**HOW TO COMPLETE THIS TASK**
Show every line in the material below in which the string "button" appears.

**RECORDS FOR PROCESSING**
_ _ _ _ _ _ _

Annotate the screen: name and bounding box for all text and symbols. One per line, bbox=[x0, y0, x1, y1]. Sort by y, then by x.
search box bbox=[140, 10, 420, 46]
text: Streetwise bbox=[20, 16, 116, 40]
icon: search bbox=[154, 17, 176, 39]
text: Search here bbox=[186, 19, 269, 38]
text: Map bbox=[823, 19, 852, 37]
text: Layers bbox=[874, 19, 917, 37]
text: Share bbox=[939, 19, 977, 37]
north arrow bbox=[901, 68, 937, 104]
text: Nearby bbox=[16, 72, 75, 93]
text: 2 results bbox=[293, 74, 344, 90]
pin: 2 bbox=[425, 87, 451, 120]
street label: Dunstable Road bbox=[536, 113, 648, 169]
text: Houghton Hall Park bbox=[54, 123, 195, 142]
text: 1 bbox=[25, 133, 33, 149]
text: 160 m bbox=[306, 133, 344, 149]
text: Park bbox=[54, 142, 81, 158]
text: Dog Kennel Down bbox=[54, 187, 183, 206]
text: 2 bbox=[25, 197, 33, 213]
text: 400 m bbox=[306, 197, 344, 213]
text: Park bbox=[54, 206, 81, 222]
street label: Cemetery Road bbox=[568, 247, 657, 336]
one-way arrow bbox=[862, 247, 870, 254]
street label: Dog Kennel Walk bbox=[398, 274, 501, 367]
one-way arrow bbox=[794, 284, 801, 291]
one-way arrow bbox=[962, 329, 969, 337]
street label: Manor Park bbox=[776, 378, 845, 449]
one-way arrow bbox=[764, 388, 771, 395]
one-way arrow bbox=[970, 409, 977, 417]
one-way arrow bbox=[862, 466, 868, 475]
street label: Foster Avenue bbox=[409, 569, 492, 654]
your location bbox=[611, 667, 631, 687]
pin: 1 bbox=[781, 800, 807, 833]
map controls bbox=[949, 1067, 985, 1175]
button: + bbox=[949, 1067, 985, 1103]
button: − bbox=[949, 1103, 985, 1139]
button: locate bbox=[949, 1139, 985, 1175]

_ _ _ _ _ _ _

**SOLUTION TO THE EXERCISE**
button: + bbox=[949, 1067, 985, 1103]
button: − bbox=[949, 1103, 985, 1139]
button: locate bbox=[949, 1139, 985, 1175]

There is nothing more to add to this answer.